Bearings and 500,000 Empty Shipping Containers

Posted by Jeff 22/09/2016 0 Comment(s) The Bearing Market,

The U.S. dollar has been the world's reserve currency since the end of WWII. Which made sense at the end of WWII because we possessed most of the world's industrial capacity and most of its gold at the time. So the dollar was pegged to gold and all the other currencies were pegged to the dollar and the dollar would be fully convertible into gold.


However, it soon became apparent that maybe having one country in charge of the world's trading currency wasn't such a great idea.


By the time the 1960's rolled around, it became apparent the U.S. was printing more dollars than they had gold. An economist named Robert Triffin pointed out that, any one country being the world's reserve currency would have to run a huge trade deficit to provide the money needed to grease the engines of world trade.
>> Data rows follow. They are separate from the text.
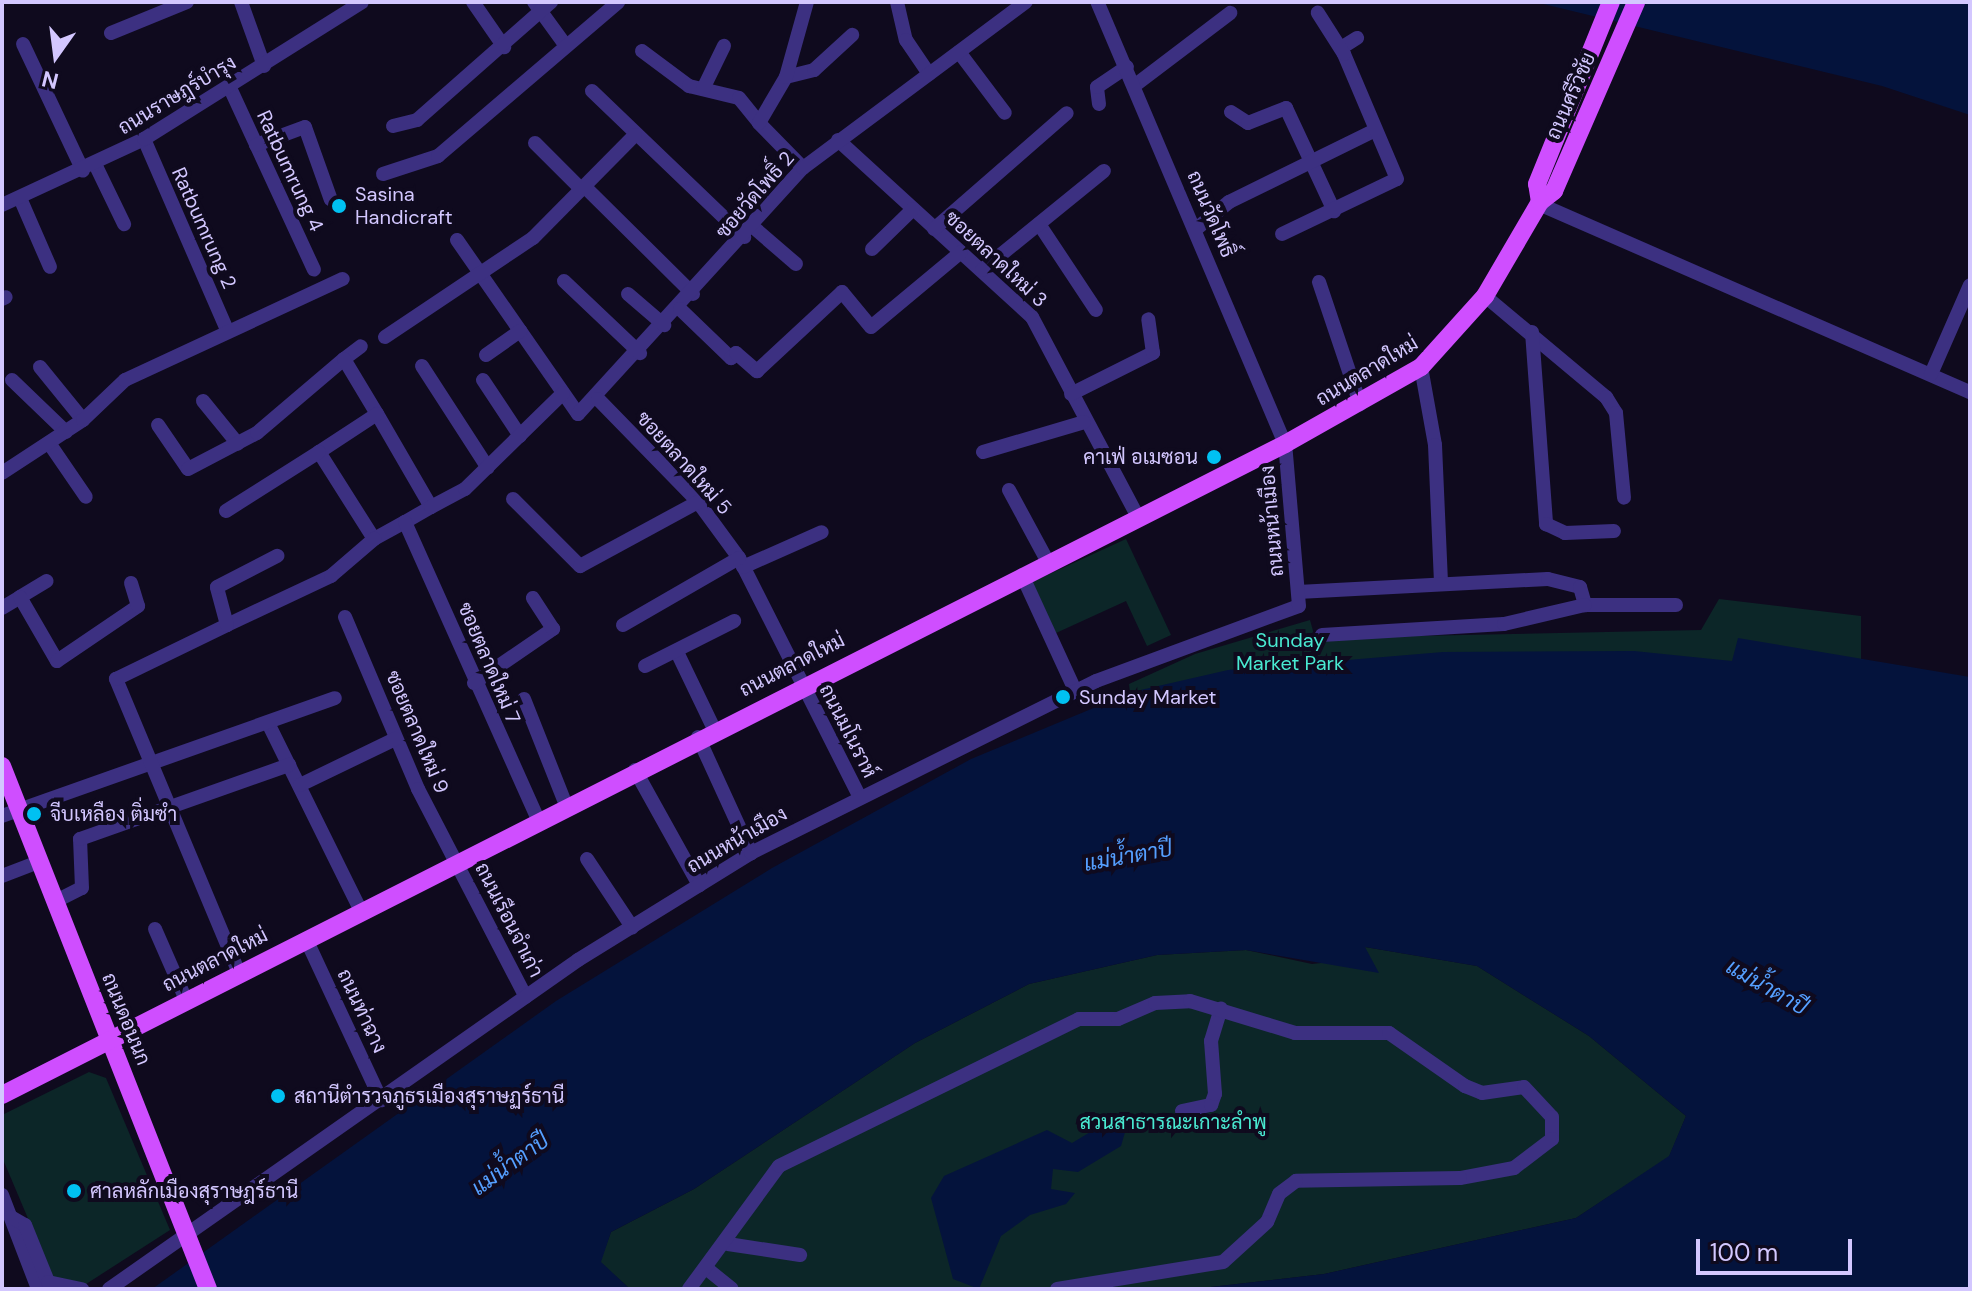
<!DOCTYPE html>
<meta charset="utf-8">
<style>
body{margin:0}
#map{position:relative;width:1972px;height:1291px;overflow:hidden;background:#0f0a1e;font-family:"DM Sans",Sarabun,sans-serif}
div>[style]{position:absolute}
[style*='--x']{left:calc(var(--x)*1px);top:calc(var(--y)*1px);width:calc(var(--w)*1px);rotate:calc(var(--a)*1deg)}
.green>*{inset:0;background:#0c2628}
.water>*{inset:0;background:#04133c}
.minor>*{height:14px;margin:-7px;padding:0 7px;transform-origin:7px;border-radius:7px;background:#3c3081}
.major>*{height:18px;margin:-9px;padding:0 9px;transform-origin:9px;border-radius:9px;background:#cf4eff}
.dots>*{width:22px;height:22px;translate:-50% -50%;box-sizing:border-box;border:4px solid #0f0a1e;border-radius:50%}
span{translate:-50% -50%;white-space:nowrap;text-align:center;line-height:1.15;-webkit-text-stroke:8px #0f0a1e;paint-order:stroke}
.street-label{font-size:20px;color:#d3c7ff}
.poi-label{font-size:20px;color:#d3c7ff}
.left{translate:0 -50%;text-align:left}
.right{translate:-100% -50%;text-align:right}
.park-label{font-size:20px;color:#49e9d1}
.water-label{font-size:22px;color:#559fff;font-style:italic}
.frame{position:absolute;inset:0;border:4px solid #d3c7ff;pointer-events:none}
.north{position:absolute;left:16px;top:16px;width:80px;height:80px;-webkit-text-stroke:6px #0f0a1e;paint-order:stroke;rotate:194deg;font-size:22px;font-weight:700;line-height:32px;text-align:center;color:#d3c7ff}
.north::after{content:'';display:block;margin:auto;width:28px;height:36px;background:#d3c7ff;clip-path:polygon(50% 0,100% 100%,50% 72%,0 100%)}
.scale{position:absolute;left:1696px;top:1239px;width:156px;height:36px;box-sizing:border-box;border:4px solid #d3c7ff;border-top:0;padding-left:10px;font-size:24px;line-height:28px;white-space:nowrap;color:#d3c7ff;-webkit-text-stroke:6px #0f0a1e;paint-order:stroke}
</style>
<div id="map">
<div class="green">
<i style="clip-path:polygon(1126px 539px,1171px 635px,1147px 646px,1126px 601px,1056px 633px,1032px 582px)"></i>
<i style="clip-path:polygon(1719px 599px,1861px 616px,1861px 664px,1131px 701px,1129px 684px,1195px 654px,1310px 620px,1315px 638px,1701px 630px)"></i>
<i style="clip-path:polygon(1365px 947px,1477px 966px,1589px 1036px,1686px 1116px,1669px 1157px,1576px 1218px,1324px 1274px,1193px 1289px,630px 1289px,600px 1262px,611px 1232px,694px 1189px,915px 1043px,1029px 984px,1157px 955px,1246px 950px,1312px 964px,1367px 958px)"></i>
<i style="clip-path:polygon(89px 1072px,106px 1078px,170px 1230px,83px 1286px,54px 1280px,2px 1157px,2px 1115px)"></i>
</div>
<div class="water">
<i style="clip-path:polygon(1535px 2px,1970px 2px,1970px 115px,1882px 86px)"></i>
<i style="clip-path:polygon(1738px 638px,1970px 677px,1970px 1289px,1193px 1289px,1324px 1274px,1576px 1218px,1669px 1156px,1686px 1116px,1589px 1036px,1477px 966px,1365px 947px,1379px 973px,1246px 950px,1157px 955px,1029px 984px,915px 1043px,694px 1189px,611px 1232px,601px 1262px,630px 1289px,152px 1289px,556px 1001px,772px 868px,971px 759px,1132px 692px,1228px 670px,1443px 652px,1634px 651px,1732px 661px)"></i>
<i style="clip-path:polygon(1117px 1116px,1128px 1122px,1121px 1146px,1078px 1172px,1053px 1169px,1051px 1189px,1075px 1193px,1066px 1204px,1030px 1215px,1001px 1236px,979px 1289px,953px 1279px,931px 1198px,944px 1176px,1047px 1130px,1072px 1143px)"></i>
</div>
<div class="minor">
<i style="--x:241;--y:2;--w:68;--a:70.2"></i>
<i style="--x:473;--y:2;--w:55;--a:55.4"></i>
<i style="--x:534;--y:2;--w:54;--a:54"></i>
<i style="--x:897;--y:2;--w:39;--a:77"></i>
<i style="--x:906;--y:40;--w:41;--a:55.9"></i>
<i style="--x:111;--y:33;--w:82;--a:-22.2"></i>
<i style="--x:23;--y:44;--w:140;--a:64.7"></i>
<i style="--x:1341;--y:48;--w:19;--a:-32"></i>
<i style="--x:642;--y:51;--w:59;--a:36.7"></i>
<i style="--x:689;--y:86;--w:51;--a:13.5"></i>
<i style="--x:739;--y:98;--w:32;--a:51"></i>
<i style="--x:959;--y:52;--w:76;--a:53"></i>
<i style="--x:786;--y:77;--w:29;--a:-14"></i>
<i style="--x:814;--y:70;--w:52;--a:-42.6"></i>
<i style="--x:1134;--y:86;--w:121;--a:-37.2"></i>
<i style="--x:230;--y:88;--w:200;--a:65.2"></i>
<i style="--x:703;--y:89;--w:48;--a:-64"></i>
<i style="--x:592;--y:91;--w:211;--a:43.8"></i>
<i style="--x:1099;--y:104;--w:17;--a:-97"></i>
<i style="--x:1097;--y:87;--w:36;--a:-34"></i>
<i style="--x:1231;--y:112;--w:20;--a:33"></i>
<i style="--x:1248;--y:123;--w:41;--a:-21.5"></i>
<i style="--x:1286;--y:108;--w:114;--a:65"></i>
<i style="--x:393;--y:126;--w:25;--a:-14"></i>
<i style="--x:417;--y:120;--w:179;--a:-41.4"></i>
<i style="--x:144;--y:139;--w:210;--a:66.5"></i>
<i style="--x:838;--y:140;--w:263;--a:42.4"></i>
<i style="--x:1032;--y:317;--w:226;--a:62.1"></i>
<i style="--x:535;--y:143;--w:66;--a:45"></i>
<i style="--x:256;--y:145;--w:52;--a:-20.2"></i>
<i style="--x:305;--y:127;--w:77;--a:70.4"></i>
<i style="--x:95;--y:164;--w:67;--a:64.2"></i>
<i style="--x:803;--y:168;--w:63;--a:-134.4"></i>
<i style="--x:759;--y:123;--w:53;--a:-59.6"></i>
<i style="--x:786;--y:77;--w:78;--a:-74.4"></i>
<i style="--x:383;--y:174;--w:58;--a:-18.1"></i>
<i style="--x:438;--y:156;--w:237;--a:-40.5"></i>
<i style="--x:585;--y:187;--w:152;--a:44.7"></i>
<i style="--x:20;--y:198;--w:75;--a:66.5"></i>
<i style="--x:1539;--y:204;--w:470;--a:23.6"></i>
<i style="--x:2;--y:205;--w:157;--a:-24.9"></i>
<i style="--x:144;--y:139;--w:257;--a:-32.1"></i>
<i style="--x:1039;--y:224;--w:103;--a:56.5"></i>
<i style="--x:752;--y:226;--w:58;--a:40.8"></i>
<i style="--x:934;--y:229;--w:176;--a:-41.1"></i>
<i style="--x:1196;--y:229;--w:43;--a:-39.3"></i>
<i style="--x:1229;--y:202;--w:161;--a:-26.2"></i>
<i style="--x:1282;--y:234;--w:127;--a:-25.6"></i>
<i style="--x:1397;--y:179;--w:136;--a:-113"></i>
<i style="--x:1344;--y:54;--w:49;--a:-122.4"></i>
<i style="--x:457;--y:240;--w:212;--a:55.2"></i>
<i style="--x:578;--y:414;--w:333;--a:-47.6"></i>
<i style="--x:803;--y:168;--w:278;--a:-36.7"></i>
<i style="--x:872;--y:249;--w:57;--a:-44.3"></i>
<i style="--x:982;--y:270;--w:157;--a:-39.1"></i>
<i style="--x:564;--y:281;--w:105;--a:43.5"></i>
<i style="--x:1319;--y:282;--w:129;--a:71.4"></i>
<i style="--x:628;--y:294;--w:48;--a:40.7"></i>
<i style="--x:1485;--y:296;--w:158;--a:39.9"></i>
<i style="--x:1606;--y:397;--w:19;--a:58"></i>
<i style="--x:1616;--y:413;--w:85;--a:84.6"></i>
<i style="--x:2;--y:299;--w:4;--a:-27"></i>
<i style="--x:680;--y:309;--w:71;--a:43.9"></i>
<i style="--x:731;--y:358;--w:7;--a:-45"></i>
<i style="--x:736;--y:353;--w:28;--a:41"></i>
<i style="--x:757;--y:371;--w:116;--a:-42.9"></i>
<i style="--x:842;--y:292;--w:45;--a:50.4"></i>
<i style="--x:871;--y:327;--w:117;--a:-39.8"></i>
<i style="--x:1532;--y:332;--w:193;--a:85.8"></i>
<i style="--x:1546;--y:524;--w:21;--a:25"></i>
<i style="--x:1565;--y:533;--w:49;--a:-2.3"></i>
<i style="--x:385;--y:337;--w:178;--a:-33.8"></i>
<i style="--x:533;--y:238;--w:145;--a:-45.3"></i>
<i style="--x:486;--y:355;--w:42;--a:-35.2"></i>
<i style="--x:344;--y:359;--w:21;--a:-37"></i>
<i style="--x:422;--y:366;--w:121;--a:57.1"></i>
<i style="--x:40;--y:367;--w:68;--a:50.9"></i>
<i style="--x:1421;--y:367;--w:79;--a:79.8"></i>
<i style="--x:1435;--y:445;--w:135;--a:87.5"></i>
<i style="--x:1931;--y:374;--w:97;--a:-66.3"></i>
<i style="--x:12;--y:380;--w:75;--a:43.9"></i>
<i style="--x:483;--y:380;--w:67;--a:56.5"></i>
<i style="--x:1071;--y:394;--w:92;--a:-26.6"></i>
<i style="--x:1153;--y:353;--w:34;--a:-98"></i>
<i style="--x:598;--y:399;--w:144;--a:45.8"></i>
<i style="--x:698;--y:502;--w:69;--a:53.8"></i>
<i style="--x:739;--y:558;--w:267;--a:63.2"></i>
<i style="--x:203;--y:401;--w:55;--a:50.9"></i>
<i style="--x:158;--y:425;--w:53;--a:55.7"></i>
<i style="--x:188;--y:469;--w:78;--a:-27.6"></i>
<i style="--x:257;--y:433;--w:114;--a:-40.4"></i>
<i style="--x:344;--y:359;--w:64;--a:59"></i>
<i style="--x:49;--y:443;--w:65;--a:55.6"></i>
<i style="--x:983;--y:452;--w:105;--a:-16.5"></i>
<i style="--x:2;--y:473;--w:97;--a:-33.2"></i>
<i style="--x:83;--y:420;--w:58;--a:-43.6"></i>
<i style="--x:125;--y:380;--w:240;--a:-24.9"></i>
<i style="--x:1009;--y:490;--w:82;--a:61.6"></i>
<i style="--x:513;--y:499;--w:95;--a:45"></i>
<i style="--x:580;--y:566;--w:134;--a:-28.5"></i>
<i style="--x:431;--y:507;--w:108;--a:-120.1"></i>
<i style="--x:377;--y:414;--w:69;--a:146.8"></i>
<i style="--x:319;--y:452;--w:103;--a:57.7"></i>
<i style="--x:374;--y:539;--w:35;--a:-29"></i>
<i style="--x:405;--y:522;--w:30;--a:-30"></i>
<i style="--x:431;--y:507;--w:38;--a:-28"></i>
<i style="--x:465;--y:489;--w:137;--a:-44.4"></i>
<i style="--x:226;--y:511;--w:110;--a:-32.4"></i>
<i style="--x:405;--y:522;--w:326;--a:65.9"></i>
<i style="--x:743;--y:567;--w:86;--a:-23.9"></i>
<i style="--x:1022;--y:575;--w:127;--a:65.3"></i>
<i style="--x:1298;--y:592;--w:250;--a:-3"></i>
<i style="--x:1548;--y:579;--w:33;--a:14"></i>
<i style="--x:1580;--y:587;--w:19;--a:74"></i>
<i style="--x:1585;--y:605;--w:91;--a:0"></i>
<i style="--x:20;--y:597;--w:31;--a:-31"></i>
<i style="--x:2;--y:608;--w:21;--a:-31"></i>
<i style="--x:20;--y:597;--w:74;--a:60"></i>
<i style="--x:57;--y:661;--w:98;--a:-34.2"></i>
<i style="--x:138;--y:606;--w:24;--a:-107"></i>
<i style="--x:345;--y:617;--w:187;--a:67"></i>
<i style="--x:418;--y:789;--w:234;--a:62.6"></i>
<i style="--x:227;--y:625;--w:115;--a:-25.2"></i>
<i style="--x:331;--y:576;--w:57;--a:-40.7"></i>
<i style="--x:623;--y:625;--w:134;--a:-30"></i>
<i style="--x:1322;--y:635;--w:182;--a:-3.5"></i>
<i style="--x:1504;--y:624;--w:83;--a:-13.2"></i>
<i style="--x:677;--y:652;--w:85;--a:64.3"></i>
<i style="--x:645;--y:666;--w:100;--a:-26.8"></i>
<i style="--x:474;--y:683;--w:96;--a:-34.4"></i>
<i style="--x:553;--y:629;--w:37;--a:-123"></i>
<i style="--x:524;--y:699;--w:114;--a:68.4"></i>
<i style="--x:268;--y:723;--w:210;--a:63.7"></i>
<i style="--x:698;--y:737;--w:128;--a:65.4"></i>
<i style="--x:635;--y:770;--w:132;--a:60.9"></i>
<i style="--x:300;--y:785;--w:106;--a:-25.8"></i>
<i style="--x:2;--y:816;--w:353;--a:-19.5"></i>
<i style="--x:587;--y:859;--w:82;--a:56.5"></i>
<i style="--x:2;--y:876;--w:39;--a:-21"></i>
<i style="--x:54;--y:902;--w:31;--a:-27"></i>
<i style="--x:82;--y:888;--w:49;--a:-92.3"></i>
<i style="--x:80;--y:839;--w:222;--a:-19.5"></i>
<i style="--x:155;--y:929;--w:77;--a:66.4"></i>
<i style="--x:306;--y:939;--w:178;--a:65"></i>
<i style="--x:239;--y:973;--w:319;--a:-112.7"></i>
<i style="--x:116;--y:679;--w:123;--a:-25.9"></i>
<i style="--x:227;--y:625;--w:39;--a:-105"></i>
<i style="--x:217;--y:587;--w:68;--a:-27.3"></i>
<i style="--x:1182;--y:1111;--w:30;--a:-12"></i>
<i style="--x:1211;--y:1105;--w:12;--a:-70"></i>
<i style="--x:1215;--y:1094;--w:53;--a:-94.3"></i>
<i style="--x:1211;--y:1041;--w:34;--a:-73"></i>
<i style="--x:2;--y:1195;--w:101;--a:69"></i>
<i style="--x:11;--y:1217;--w:16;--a:30"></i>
<i style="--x:25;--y:1225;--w:69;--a:67.9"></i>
<i style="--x:728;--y:1244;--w:73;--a:8.7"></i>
<i style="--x:706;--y:1268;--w:33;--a:39"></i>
<i style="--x:48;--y:1282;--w:35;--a:12"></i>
<i style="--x:109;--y:1289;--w:573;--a:-35.05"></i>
<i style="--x:578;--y:960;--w:203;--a:-31.7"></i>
<i style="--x:751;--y:853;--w:385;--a:-26.5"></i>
<i style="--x:1096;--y:681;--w:216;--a:-20.3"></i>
<i style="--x:1299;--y:606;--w:163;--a:-94.9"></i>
<i style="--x:1285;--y:444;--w:480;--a:-113"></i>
<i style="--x:689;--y:1289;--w:152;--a:-53.8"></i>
<i style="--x:779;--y:1166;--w:334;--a:-26.1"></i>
<i style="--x:1079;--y:1019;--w:39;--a:0"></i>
<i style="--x:1118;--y:1019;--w:40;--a:-23.4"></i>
<i style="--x:1155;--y:1003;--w:35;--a:-3"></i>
<i style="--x:1190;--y:1001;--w:110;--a:16.9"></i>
<i style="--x:1295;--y:1033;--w:94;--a:0"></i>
<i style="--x:1389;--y:1033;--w:93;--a:34.9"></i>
<i style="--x:1465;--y:1086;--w:18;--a:22"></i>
<i style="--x:1482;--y:1093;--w:42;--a:-8.1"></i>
<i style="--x:1524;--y:1087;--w:41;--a:47"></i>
<i style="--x:1552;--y:1117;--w:22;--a:90"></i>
<i style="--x:1552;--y:1139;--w:48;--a:142.7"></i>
<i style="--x:1514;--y:1168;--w:55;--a:169.5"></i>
<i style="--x:1460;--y:1178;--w:164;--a:179"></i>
<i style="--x:1296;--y:1181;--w:21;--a:143"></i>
<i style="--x:1279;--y:1194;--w:30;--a:113"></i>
<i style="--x:1267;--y:1222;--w:59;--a:137.7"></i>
<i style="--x:1223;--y:1262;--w:168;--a:170.8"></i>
</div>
<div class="major">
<i style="--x:1540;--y:202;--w:18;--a:-99"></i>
<i style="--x:1537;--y:184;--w:196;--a:-67.9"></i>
<i style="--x:2;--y:766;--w:562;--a:68.5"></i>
<i style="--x:2;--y:1095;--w:1439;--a:-26.9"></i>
<i style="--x:1285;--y:444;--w:156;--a:-29.5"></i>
<i style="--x:1421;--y:367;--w:96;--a:-48"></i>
<i style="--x:1485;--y:296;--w:109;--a:-59.7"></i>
<i style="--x:1540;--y:202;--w:18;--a:-38"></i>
<i style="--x:1554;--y:191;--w:206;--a:-66.5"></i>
</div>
<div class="dots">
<i style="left:339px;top:206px;background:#00c1f2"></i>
<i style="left:1214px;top:457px;background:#00c1f2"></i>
<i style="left:1063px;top:697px;background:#00c1f2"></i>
<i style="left:34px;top:814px;background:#00c1f2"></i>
<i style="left:278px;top:1096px;background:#00c1f2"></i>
<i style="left:74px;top:1191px;background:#00c1f2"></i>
</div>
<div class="street-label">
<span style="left:177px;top:95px;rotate:-31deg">ถนนราษฎร์บำรุง</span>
<span style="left:1571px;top:96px;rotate:-66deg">ถนนศรีวิชัย</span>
<span style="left:290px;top:171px;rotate:65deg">Ratbumrung 4</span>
<span style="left:755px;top:195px;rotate:-49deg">ซอยวัดโพธิ์ 2</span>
<span style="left:1211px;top:214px;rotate:67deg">ถนนวัดโพธิ์</span>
<span style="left:204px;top:228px;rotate:66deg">Ratbumrung 2</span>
<span style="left:996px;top:259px;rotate:43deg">ซอยตลาดใหม่ 3</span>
<span style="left:1367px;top:371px;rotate:-31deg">ถนนตลาดใหม่</span>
<span style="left:684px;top:463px;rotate:48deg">ซอยตลาดใหม่ 5</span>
<span style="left:1272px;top:521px;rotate:-95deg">ถนนหน้าเมือง</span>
<span style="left:489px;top:663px;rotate:67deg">ซอยตลาดใหม่ 7</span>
<span style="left:792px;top:665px;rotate:-27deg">ถนนตลาดใหม่</span>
<span style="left:848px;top:731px;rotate:63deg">ถนนมโนราห์</span>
<span style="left:417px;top:732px;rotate:67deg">ซอยตลาดใหม่ 9</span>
<span style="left:737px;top:840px;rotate:-30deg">ถนนหน้าเมือง</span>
<span style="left:509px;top:920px;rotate:63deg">ถนนเรือนจำเก่า</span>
<span style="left:215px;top:960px;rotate:-27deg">ถนนตลาดใหม่</span>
<span style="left:362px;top:1011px;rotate:65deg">ถนนท่าฉาง</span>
<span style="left:126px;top:1019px;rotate:68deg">ถนนดอนนก</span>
</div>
<div class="poi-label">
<span class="left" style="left:355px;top:206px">Sasina<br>Handicraft</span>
<span class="right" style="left:1198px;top:457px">คาเฟ่ อเมซอน</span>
<span class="left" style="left:1079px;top:697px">Sunday Market</span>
<span class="left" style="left:50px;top:814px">จีบเหลือง ติ่มซำ</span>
<span class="left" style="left:294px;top:1096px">สถานีตำรวจภูธรเมืองสุราษฏร์ธานี</span>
<span class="left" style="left:90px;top:1191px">ศาลหลักเมืองสุราษฎร์ธานี</span>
</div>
<div class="park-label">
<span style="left:1290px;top:652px">Sunday<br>Market Park</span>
<span style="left:1173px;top:1122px">สวนสาธารณะเกาะลำพู</span>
</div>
<div class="water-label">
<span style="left:1128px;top:856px;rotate:-10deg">แม่น้ำตาปี</span>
<span style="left:1767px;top:987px;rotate:30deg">แม่น้ำตาปี</span>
<span style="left:510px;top:1164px;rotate:-36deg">แม่น้ำตาปี</span>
</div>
<div class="frame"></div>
<div class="north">N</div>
<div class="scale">100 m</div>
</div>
This would cause them, he posited, to eventually go bankrupt.


And the U.S. did start to go bankrupt. Once everyone figured out there were more dollars than there was gold, they started trading in their excess dollars for gold. The situation got so bad that, in 1971, Nixon had to “temporarily” suspend the dollars convertability to gold. In effect, we defaulted.


Interestingly, we defaulted right around the time the West Texas oilfields reached their peak and the U.S. turned from being an oil exporter to a major importer.


Fortunately, the Saudi's were just getting going with their oil and could be bought off. In exchange for weapons and roads and infrastructure projects, the Saudis agreed to only accept dollars for their oil. This gave other countries a great reason to hold dollars—they needed them to buy oil. So we could continue to print dollars in exchange for stuff from other countries. In the 1960's Charles DeGaulle had called this ability endowed by being the world's reserve currency an “exhorbitant priveledge”.


It is a priveledge we still enjoy to this day. And just what does this “exhobitant priveledge” look like? It looks like 500,000 empty shipping containers.


That is the number of containers coming to U.S. ports full of stuff and leaving U.S. ports empty. The fact that other countries are willing to accept dollars for their stuff (instead of gold or different stuff) means that we do not have to produce goods of equal value to our exports (the way trade should work). We can just print dollars. Indeed, we have to print those dollars so other countries can use them for trade.


However, it appears that Triffin was right and that the U.S. is going bankrupt. The world is figuring out that they have too many dollars and they are looking for alternatives. China, for example, has just floated a bond priced in SDRs. In 2011, after decades of leasing and selling gold into the market, Central Banks around the world became net buyers of gold. China and Russia are rumored to be exceptionally large buyers of gold. They are also negotiating bi-lateral trade deals in local currencies around the world.


Right now these are small steps and rumors. But if they all of the sudden become big and real and the U.S. has to produce 500,000 shipping containers worth of stuff every year instead of just printing up dollars—what is going to happen to inflation then? If we have to fill those containers with corn and beef and cars—what will that do to the price of corn and beef and cars? What will it do to the price of bearings, if we have to pay for those bearings with gold or stuff?


Without this “exhorbitant priveledge” that we have enjoyed for the last 70 years, the U.S. standard of living will decline quickly and for a long time to come.


But for the time being, the Saudis are still only accepting dollars and the “exhorbitant priveledge” is ours to enjoy. And as long as it is, the price of bearings should remain pretty low.